/multimodal

Multimodal Analysis for Emotion Recognition

Primary LanguagePython

Multimodal Analysis

This project allows the user to perform a multimodal analysis for emotion recognition in Spanish-language videos. It uses pre-trained models to predict emotions from different data sources.

The models have been evaluated using a cross validation with a maximum accuracy of 0.8014 when the three modalities (text, audio, video) are combined.

Configuration

This tool can be used to analyze a full video. However, it is needed to follow several rules so the script can read the video files in the right way in order to synchronize them.

  • Each video must be divided in X utterances.
  • A bounds file which indicates where an utterance start and end. This file must be a CSV with at least two columns: #starttime and #endtime.
  • The text file must have one row per utterance in CSV format.
  • One audio file is needed for each utterance in WAV format.

The script can be executed from the command line using a configuration file or passing the arguments through the terminal directly. The available options are the following.

Option Description
--file FILE Path of the configuration file, if this option is used, any other one can be used.
--bounds BOUNDS Bounds path file
--text TEXT Text path file
--audio AUDIO [AUDIO ...] Audio files for each utterance
--audio-dir AUDIO_DIR Audio directory where the audio files. This option is exclusive with the previous one.
--video VIDEO Video file path

The options for the configuration file are the same that are described in the table. You can see an example in the config.yml file.

Once the script is executed, a summarizing table is presented indicating for each utterance if the emotion is positive or negative. The analysis accomplished depends on the sources input. Thus, all the possible options will be computed.

Import multimodal

This project can be also be used to analyze a video manually. For this purpose, two different tools are provided: one for extracting features from the different input sources and one for analyzing the features extracted.

The FeaturesExtractor can be used to extract features individually for each sources or synchronize them in pairs or all of them. The AudioFeature extractor computes 34 of short-term features implemented in pyAudioAnalysis library.

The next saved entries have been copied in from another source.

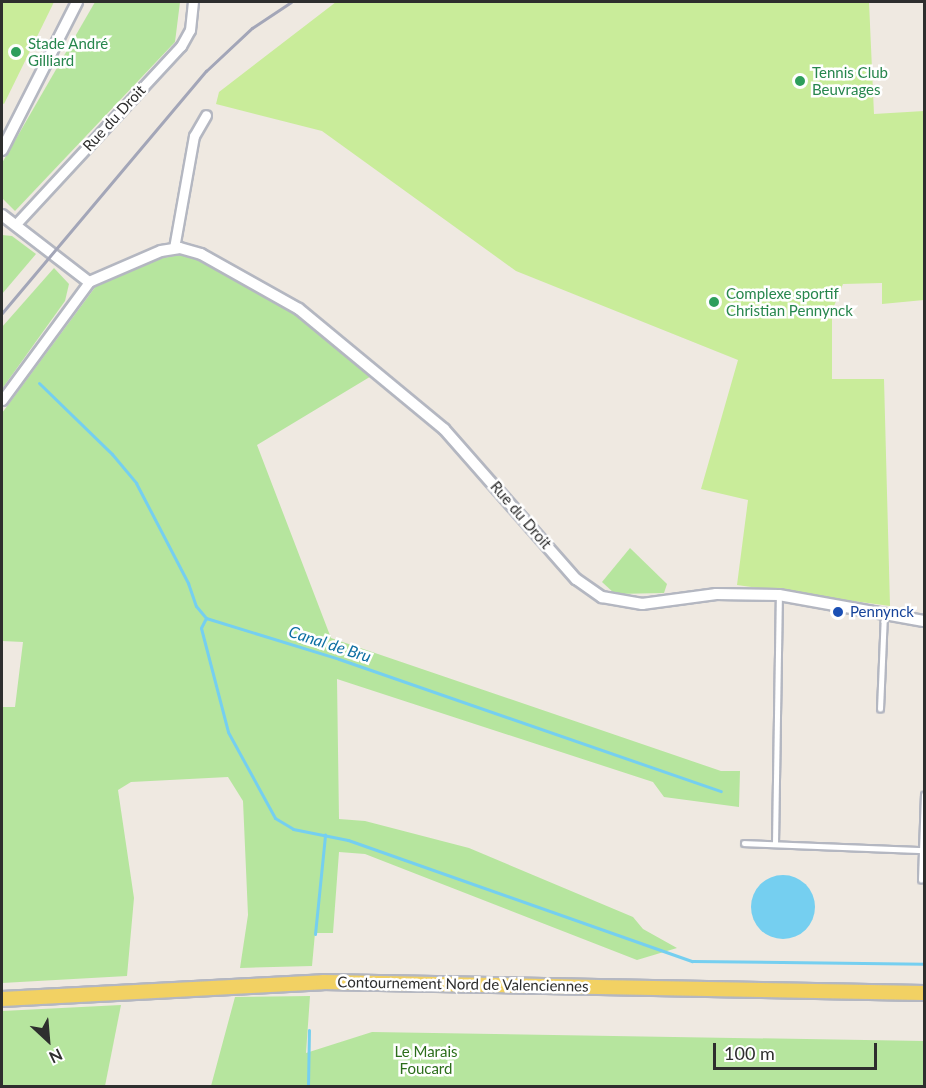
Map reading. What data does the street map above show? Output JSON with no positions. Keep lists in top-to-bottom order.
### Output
{
  "streets": {
    "main road": ["Contournement Nord de Valenciennes"],
    "street": ["Rue du Droit"]
  },
  "water": ["Canal de Bru"],
  "parks": ["Le Marais Foucard"],
  "places": [
    "Stade André Gilliard",
    "Tennis Club Beuvrages",
    "Complexe sportif Christian Pennynck",
    "Pennynck"
  ],
  "scale_bar": "100 m",
  "north": "bottom right"
}
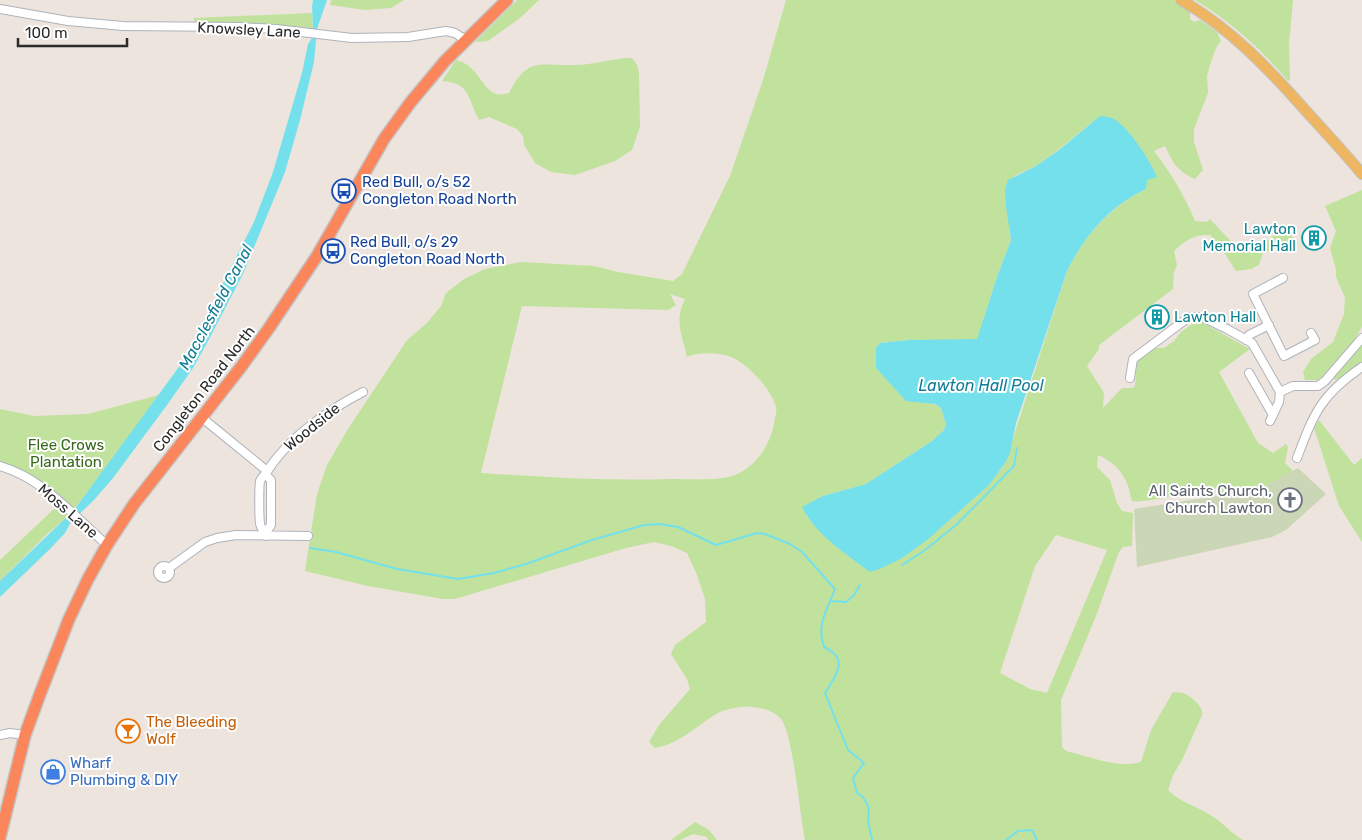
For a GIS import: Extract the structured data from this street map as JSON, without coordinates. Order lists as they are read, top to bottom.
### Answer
{
  "streets": {
    "highway": ["Congleton Road North"],
    "street": ["Knowsley Lane", "Woodside", "Moss Lane"]
  },
  "crossings": [
    ["Knowsley Lane", "Congleton Road North"],
    ["Congleton Road North", "Moss Lane"]
  ],
  "water": ["Macclesfield Canal", "Lawton Hall Pool"],
  "parks": ["Flee Crows Plantation"],
  "places": {
    "bus stop": ["Red Bull, o/s 52 Congleton Road North", "Red Bull, o/s 29 Congleton Road North"],
    "building": ["Lawton Memorial Hall", "Lawton Hall"],
    "church": ["All Saints Church, Church Lawton"],
    "bar": ["The Bleeding Wolf"],
    "shop": ["Wharf Plumbing & DIY"]
  },
  "scale_bar": "100 m"
}
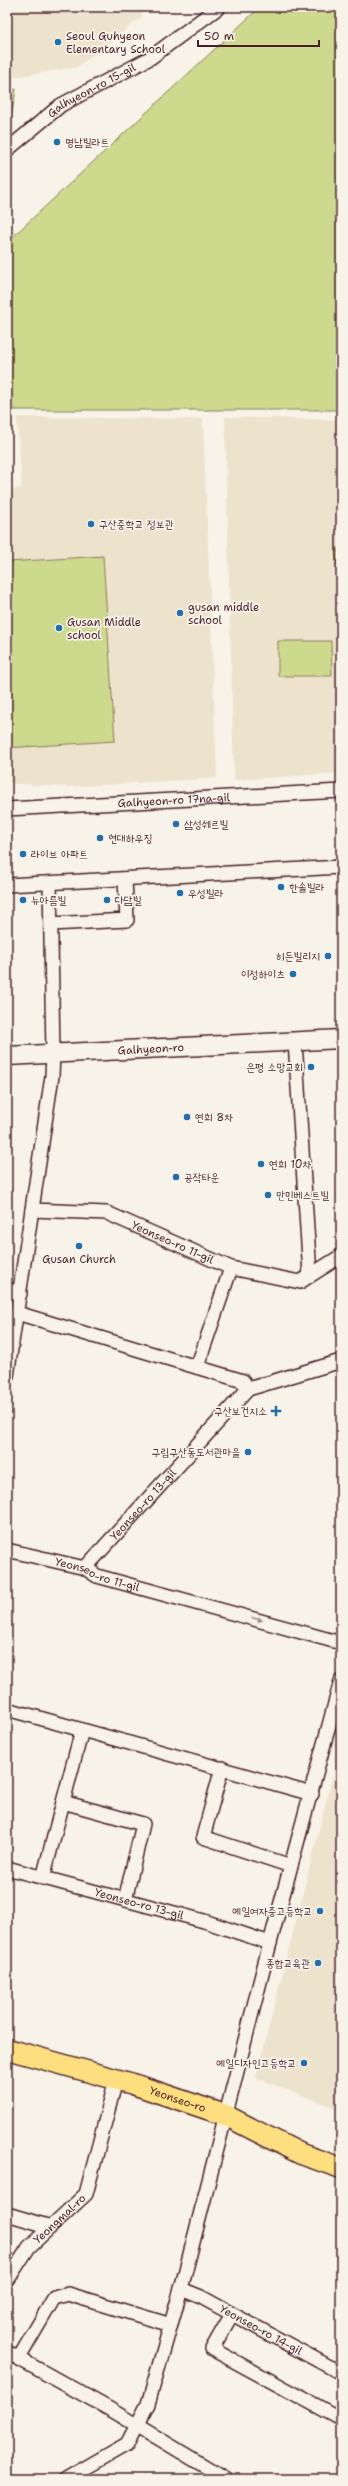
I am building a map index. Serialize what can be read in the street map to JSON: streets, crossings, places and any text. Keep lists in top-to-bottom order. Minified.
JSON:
{"streets":{"main road":["Galhyeon-ro","Yeonseo-ro"],"street":["Galhyeon-ro 15-gil","Galhyeon-ro 17na-gil","Yeonseo-ro 11-gil","Yeonseo-ro 13-gil","Yeongmal-ro","Yeonseo-ro 14-gil"]},"crossings":[["Yeonseo-ro 11-gil","Yeonseo-ro 13-gil"],["Yeonseo-ro","Yeongmal-ro"]],"one_way":["Yeonseo-ro 11-gil"],"places":{"other":["Seoul Guhyeon Elementary School","명남빌라트","구산중학교 정보관","gusan middle school","Gusan Middle school","삼성쉐르빌","현대하우징","라이브 아파트","한솔빌라","우성빌라","뉴아름빌","다담빌","히든빌리지","이정하이츠","은평 소망교회","연희 8차","연희 10차","공작타운","만민베스트빌","Gusan Church","구립구산동도서관마을","예일여자중고등학교","종합교육관","예일디자인고등학교"],"health":["구산보건지소"]},"scale_bar":"50 m"}
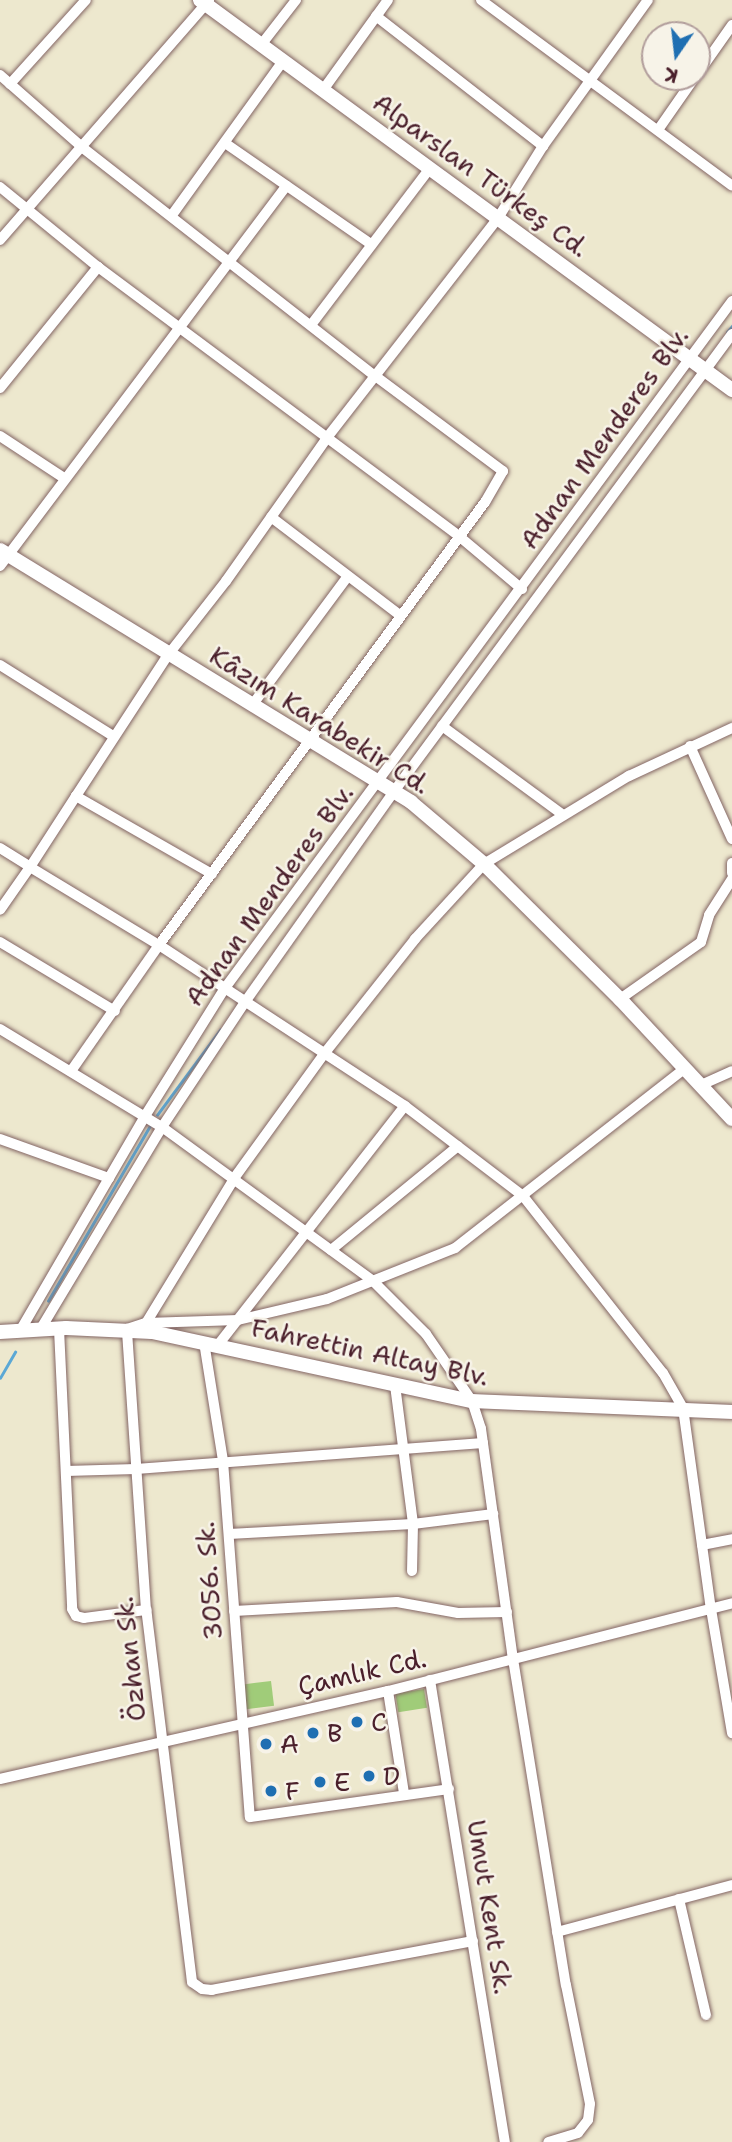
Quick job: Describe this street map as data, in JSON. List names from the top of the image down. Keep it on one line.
{"streets":{"street":["Alparslan Türkeş Cd.","Adnan Menderes Blv.","Kâzım Karabekir Cd.","Fahrettin Altay Blv.","3056. Sk.","Özhan Sk.","Çamlık Cd.","Umut Kent Sk."]},"crossings":[["Alparslan Türkeş Cd.","Adnan Menderes Blv."],["Adnan Menderes Blv.","Kâzım Karabekir Cd."],["Adnan Menderes Blv.","Fahrettin Altay Blv."],["Fahrettin Altay Blv.","3056. Sk."],["Fahrettin Altay Blv.","Özhan Sk."],["3056. Sk.","Çamlık Cd."],["Özhan Sk.","Çamlık Cd."],["Özhan Sk.","Umut Kent Sk."],["Çamlık Cd.","Umut Kent Sk."]],"places":["C","B","A","D","E","F"],"north":"bottom"}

The VideoFeature extractor uses a pretrained deep learning model for computing emotions.

from multimodal import features

# AudioFeatures extractor
ft = features.AudioFeatures().run('path/to/file.wav')

# VideoFeatures extractor
ft = features.VideoFeatures().run('path/to/file.mp4')

# BimodalFeatures extractor
bf = features.BimodalFeatures('path/to/bounds.csv')
sources = ('audio', 'text')
ft = bf.run(sources, audio=['path/to/audio.wav', ...], text='path/to/text.csv')

# MultimodalFeatures extractor
mf = features.MultimodalFeatures('path/to/bounds.csv')
ft = mf.run(video='path/to/video.mp4', audio=['path/to/audio.wav', ...], text='path/to/text.csv')